Impacts of COVID-19 on non-hospital Medicare-subsidised services

The COVID-19 pandemic had a severe impact on various aspects of everyday life, including health care. The pandemic demonstrated how a health crisis can drastically influence the delivery of primary care services within the community, as seen by changes in consultation styles with patients and the uptake of digital health advancements. Some of the changes included:

  • Telehealth in primary care during the COVID-19 pandemic was an essential measure that enabled continuity of care. Between March 2020 and March 2022, around 17 million Australians used over 100 million telehealth consultations (Department of Health 2022a).
  • Many of the Medicare Benefits Schedule telehealth items introduced on a temporary basis in response to the COVID-19 pandemic have been made permanent, including telehealth services provided by GPs, medical practitioners, nurse practitioners, participating midwives, and allied health providers (Department of Health 2022b).
  • The introduction of electronic prescribing allowed continuity of care as well as reduced administrative burden for health care providers through more effective management of prescription refill requests (ADHA 2024).

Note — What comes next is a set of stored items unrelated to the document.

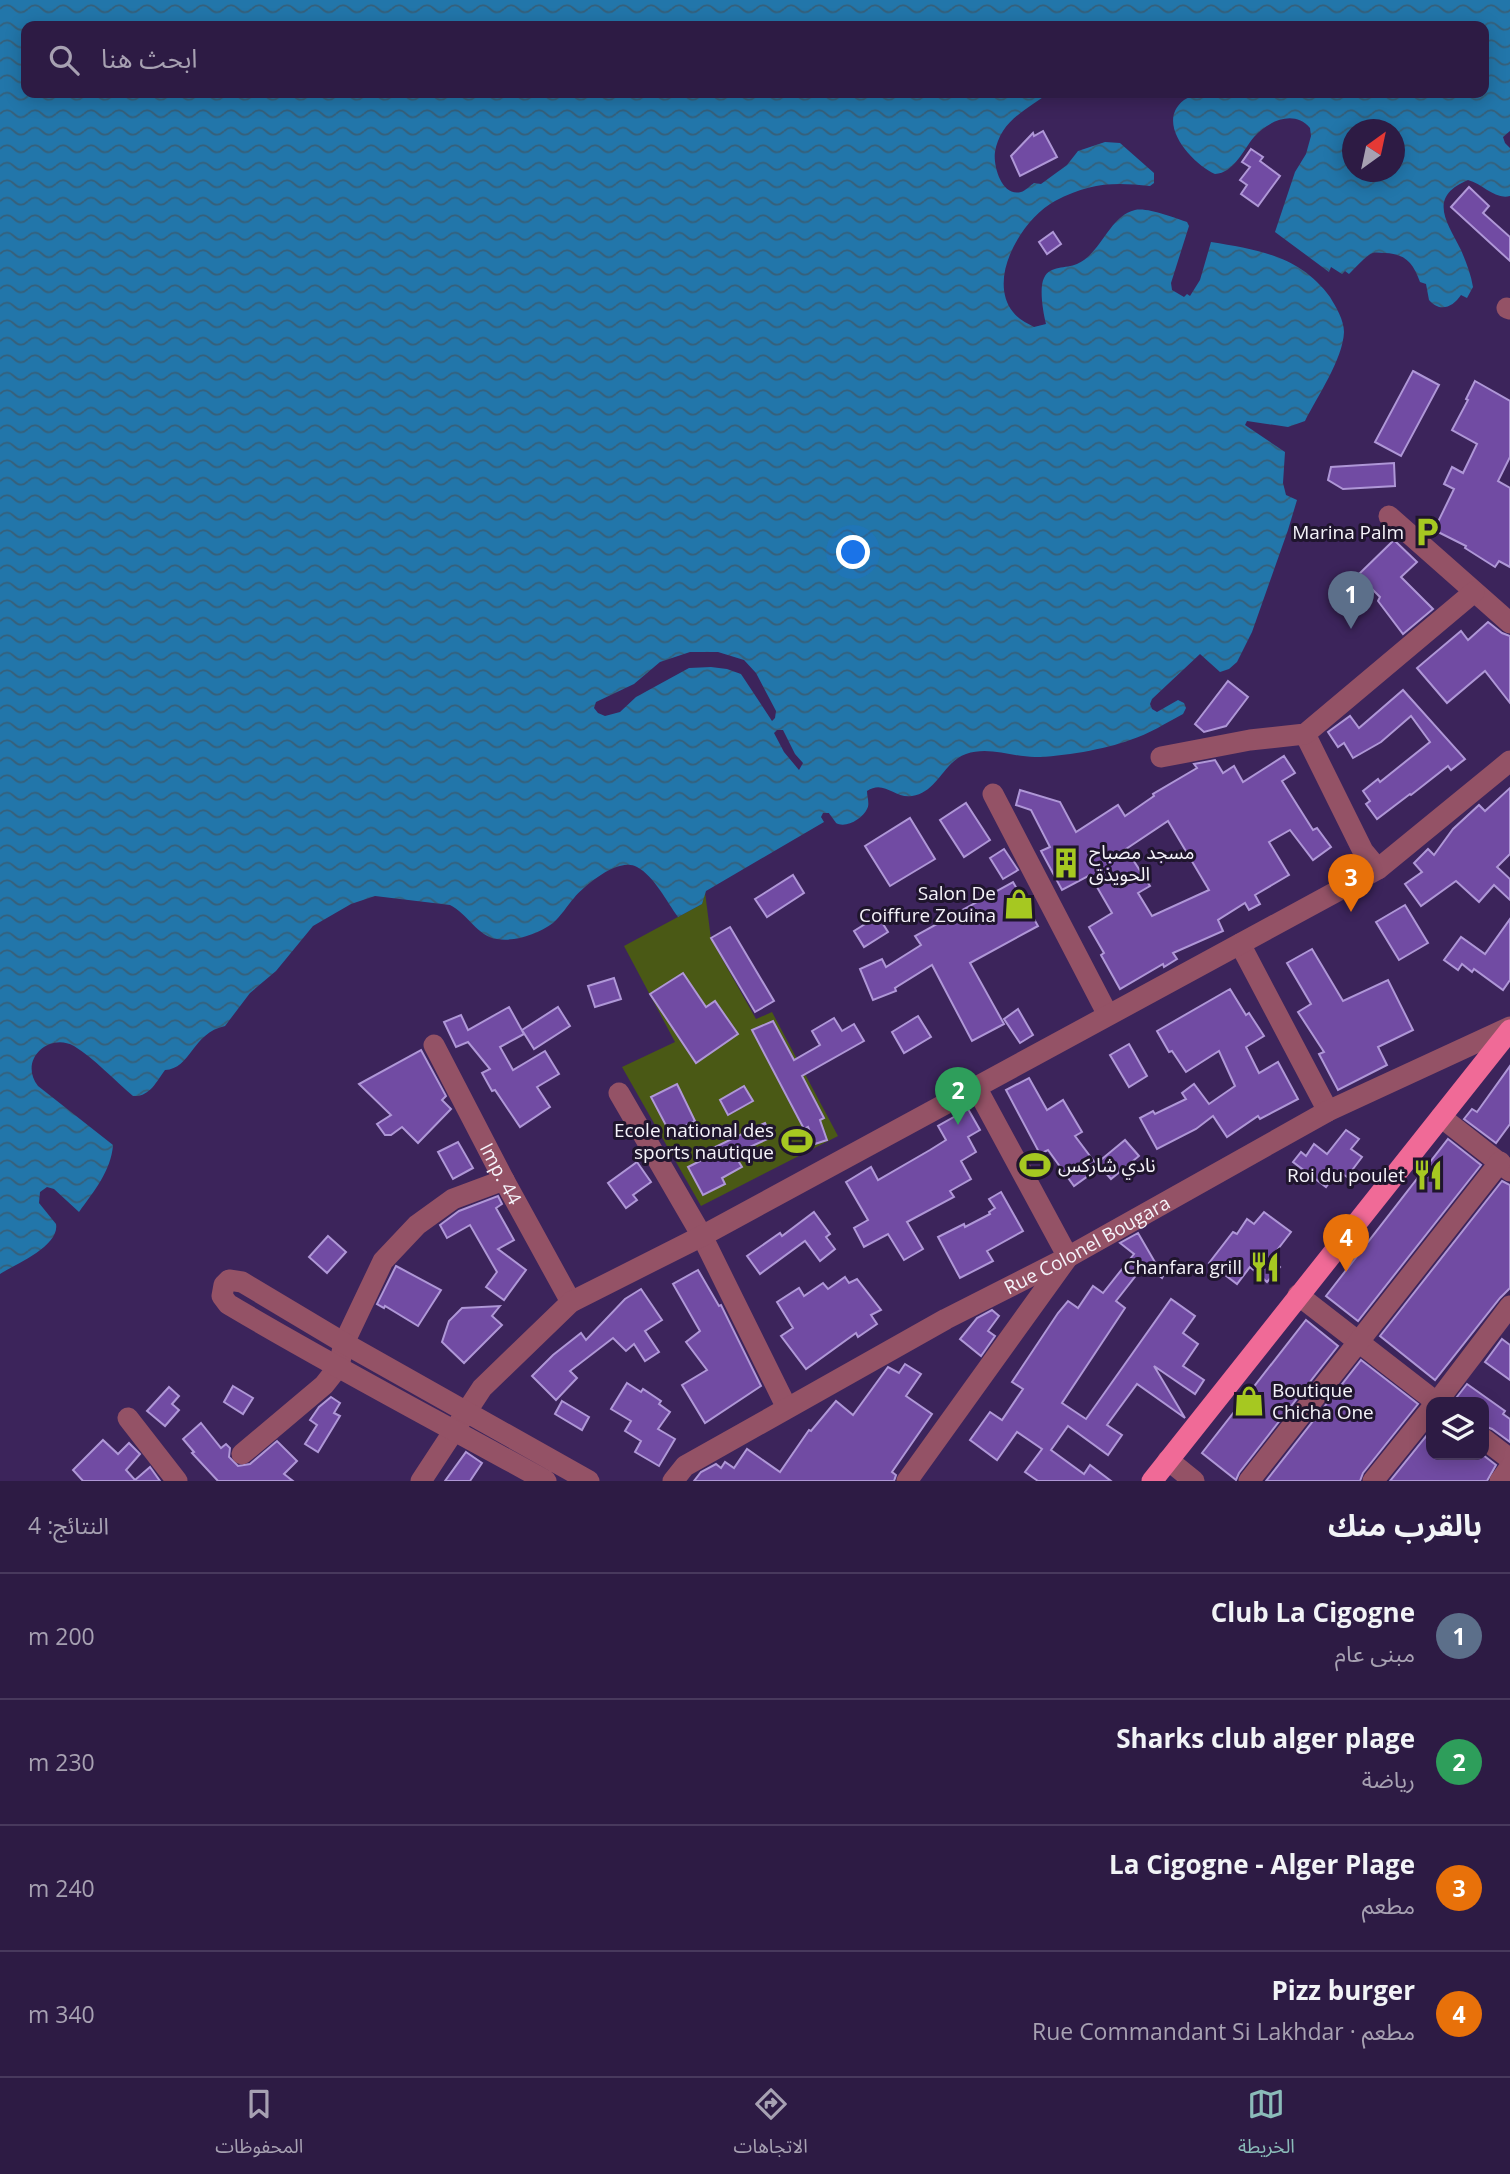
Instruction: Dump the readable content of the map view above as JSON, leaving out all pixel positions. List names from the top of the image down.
{
  "streets": {
    "street": ["Imp. 44", "Rue Colonel Bougara"]
  },
  "places": {
    "parking": ["Marina Palm"],
    "building": ["مسجد مصباح الحويذق"],
    "shop": ["Salon De Coiffure Zouina", "Boutique Chicha One"],
    "sports": ["Ecole national des sports nautique", "نادي شاركس"],
    "restaurant": ["Roi du poulet", "Chanfara grill"]
  },
  "north": "top right",
  "page": {
    "search": "ابحث هنا",
    "pins": [
      "1",
      "3",
      "2",
      "4"
    ],
    "heading": ["بالقرب منك", "النتائج: 4"],
    "list": [
      {
        "mark": "1",
        "name": "Club La Cigogne",
        "note": "مبنى عام",
        "value": "200 m"
      },
      {
        "mark": "2",
        "name": "Sharks club alger plage",
        "note": "رياضة",
        "value": "230 m"
      },
      {
        "mark": "3",
        "name": "La Cigogne - Alger Plage",
        "note": "مطعم",
        "value": "240 m"
      },
      {
        "mark": "4",
        "name": "Pizz burger",
        "note": "مطعم · Rue Commandant Si Lakhdar",
        "value": "340 m"
      }
    ],
    "nav": ["الخريطة", "الاتجاهات", "المحفوظات"]
  }
}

As at April 2024, over 219 million electronic prescriptions have been issued since May 2020 by around 86,000 GP and nurse practitioner prescribers (ADHA 2024). Electronic prescribing is now widely available and forms part of the broader digital health and medicines safety framework in Australia. For more information, see Digital health.

The effects of the COVID-19 pandemic also highlighted the need to further investigate ways to support all Australians’ access to primary care services. The use of telehealth services and digital health information was found to be least accessible to those from culturally and linguistically diverse communities, those with low literacy levels, low socioeconomic status and people living in rural and remote areas (NHMRC 2022).